Tall, dark, and oh-my-goodness
first came to mind, but this being her first case, she went for something a little more professional.

“Seems smart. Smart enough to run a profitable business. He's what a cop I used to know would call a gearhead.”

“A what?”

“A gearhead. Really into cars. He repairs—excuse me, he
restores
old ones. Excuse me twice, that would
be classic automobiles. He has this spiffy garage that doesn't look anything remotely like a garage from the outside. It's brick, Federal looking. Very nice.” She paused before adding, “I'd say he cares a lot about his niece. I think he suspects she might be dead, but he needs to know for sure. I don't think he's deluding himself, where she's concerned. He pretty much reiterated everything in the report he had submitted, but I did learn something very interesting. I asked about getting in touch with the girl's father, you know, thinking maybe she took off with him, but according to Nick, he's never known who the father was. That had been in the report, but I thought it had been miswritten or something. I mean, you'd know who your niece's father was, wouldn't you?”

“The girl's mother is his sister, right?” Mallory frowned. “How could he not know?”

“That was my reaction, too, but he said that his sister never told him, and when he hinted around about it, she shut down the conversation. So he let it go, figuring it was just something she didn't want to talk about.”

“Like maybe a relationship that didn't work out?”

Emme nodded. “I suppose. He said the only thing she ever told him about Belinda's father was that he would never be a factor in her life.”

“So maybe she never told the guy she was pregnant, and decided to raise her baby on her own.”

“That's what it sounds like to me.” Emme rested her head against the back of her chair.

“Any chance the father might have found out somehow, and came looking for her?”

“There's no way of knowing. Wendy—the mother of the missing girl—died in a car accident five years ago. Who knows who she might have been in touch with before she died?” Emme swiveled the chair slowly, side to side. “Now, the roommate did say that Belle—Belinda—once said that she didn't have a father, but she assumed that meant the father was dead or was AWOL.”

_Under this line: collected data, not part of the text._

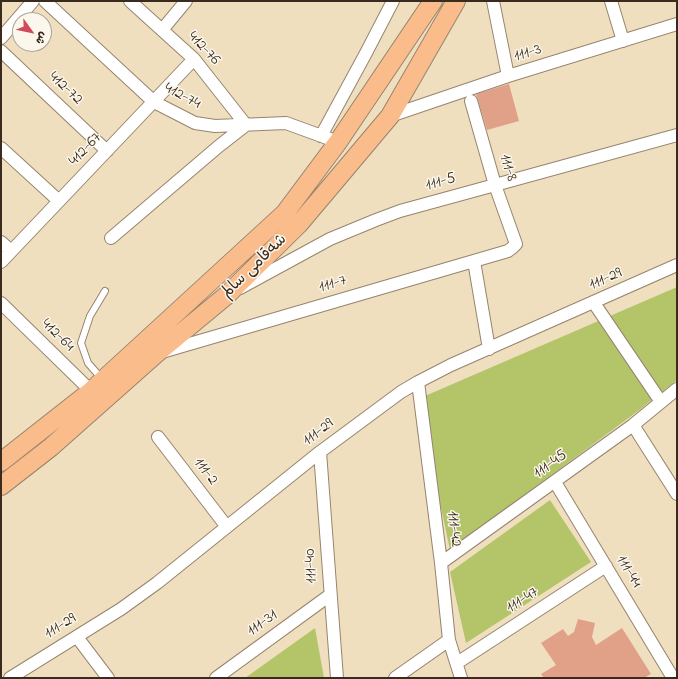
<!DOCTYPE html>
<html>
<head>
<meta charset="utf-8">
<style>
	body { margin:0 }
	#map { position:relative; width:678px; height:679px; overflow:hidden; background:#f0dfbf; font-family:"Indie Flower","Playpen Sans Arabic",sans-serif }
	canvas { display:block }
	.frame { position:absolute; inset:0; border:2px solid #3b2a1e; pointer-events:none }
	.north { position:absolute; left:12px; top:12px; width:40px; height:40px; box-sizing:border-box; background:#fbf7ec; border:1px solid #aea59a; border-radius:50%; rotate:123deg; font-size:11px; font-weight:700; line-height:16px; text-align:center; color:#3b2a1e }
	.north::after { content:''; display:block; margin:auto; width:14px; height:18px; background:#d1495b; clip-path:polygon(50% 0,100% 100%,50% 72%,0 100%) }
</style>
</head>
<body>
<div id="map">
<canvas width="678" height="679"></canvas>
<div class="frame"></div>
<div class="north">ش</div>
</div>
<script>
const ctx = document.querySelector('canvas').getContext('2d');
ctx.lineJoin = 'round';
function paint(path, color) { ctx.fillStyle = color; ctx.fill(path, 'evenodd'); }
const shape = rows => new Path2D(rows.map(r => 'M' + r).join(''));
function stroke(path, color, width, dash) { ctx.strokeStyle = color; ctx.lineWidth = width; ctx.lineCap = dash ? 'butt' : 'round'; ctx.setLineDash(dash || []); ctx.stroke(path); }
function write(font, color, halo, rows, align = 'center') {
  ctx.font = font + ' "Indie Flower","Playpen Sans Arabic",sans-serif'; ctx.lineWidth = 3; ctx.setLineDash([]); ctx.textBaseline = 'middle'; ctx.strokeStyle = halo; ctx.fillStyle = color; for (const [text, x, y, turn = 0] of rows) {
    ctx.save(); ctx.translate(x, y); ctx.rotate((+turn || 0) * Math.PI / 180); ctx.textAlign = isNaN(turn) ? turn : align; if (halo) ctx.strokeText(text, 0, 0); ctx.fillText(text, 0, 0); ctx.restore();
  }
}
paint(shape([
	[677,287,677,380,638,411,450,550,418,399],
	[550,500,591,562,466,643,450,572],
	[315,628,324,678,245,678]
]), '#b4c569');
paint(shape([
	[509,84,519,121,487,130,476,94],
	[578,619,595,623,592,637,596,645,622,628,651,674,644,678,544,678,541,674,556,665,541,643,563,629,568,636,574,632]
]), '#e1a088');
const service = shape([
	[102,379,88,363,81,343,90,316,105,291]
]);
const minor = shape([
	[45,1,154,102,195,123,215,126,286,123,338,142],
	[493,1,508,76],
	[611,1,623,41],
	[162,30,186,1],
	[1,38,33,1],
	[1,51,107,151],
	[390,116,508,76,677,24],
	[321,136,366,53,393,1],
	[1,148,59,201],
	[111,238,219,146,246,125,194,59,130,1],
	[1,242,11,251],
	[474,261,489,349],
	[1,262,194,59],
	[240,288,330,239,376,220,400,211,495,185,677,135],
	[1,303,91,391],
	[594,303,661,402],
	[162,352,508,251,512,248,516,244,495,185,471,101],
	[418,382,441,563,449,640,461,678],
	[633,425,677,494],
	[158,437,227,527],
	[320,452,337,678],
	[555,482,673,678],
	[441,563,633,425,677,389],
	[77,637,108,678],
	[457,663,606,566],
	[10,678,121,609,157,583,320,452,401,392,418,382,451,365,677,265],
	[216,678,330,595],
	[395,678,449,640]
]);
const primary = shape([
	[1,462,91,391,285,213,338,142,433,1],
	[1,486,51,447,157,353,227,295,299,224,390,116,456,1]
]);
stroke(service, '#96846e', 8);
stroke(minor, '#96846e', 14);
stroke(primary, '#96846e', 20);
stroke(service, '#fff', 6);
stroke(minor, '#fff', 12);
stroke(primary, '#fabc8b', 18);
write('16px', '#3b2a1e', '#fbf7ec', [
	["412-76",203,49,47],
	["111-3",528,54,-17],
	["412-72",65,89,43],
	["412-74",182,97,28],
	["412-67",86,150,-46],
	["111-8",507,168,73],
	["111-5",441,183,-16],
	["شەقامی سالم",255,267,-44],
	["111-29",606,280,-24],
	["111-7",333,285,-16],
	["412-64",57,336,44],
	["111-29",319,433,-38],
	["111-45",551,465,-36],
	["111-2",205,472,53],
	["111-42",453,529,83],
	["111-40",312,566,-94],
	["111-44",628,572,59],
	["111-47",523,601,-33],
	["111-31",263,624,-36],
	["111-29",61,627,-32]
]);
</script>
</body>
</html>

“Did the roommate have anything else to say?”

“Only that while the police report reflects that Belinda took her laptop with her, Debra says that isn't so. She claims that the laptop was still on Belinda's desk when she woke up, hours after Belinda left the room. It was gone later that day, but she can't pinpoint when it disappeared.”

“Did she report that to the police?”

“No, but I called the chief on my way back and told him. He was going to speak with the reporting officer about that. Debra thinks he merely misunderstood what she said.”

“Any other little gems surface?”

“Not that I can think of offhand.”

The sound of two small feet running drew their attention to the hall. Seconds later, Chloe and Susanna appeared in the doorway.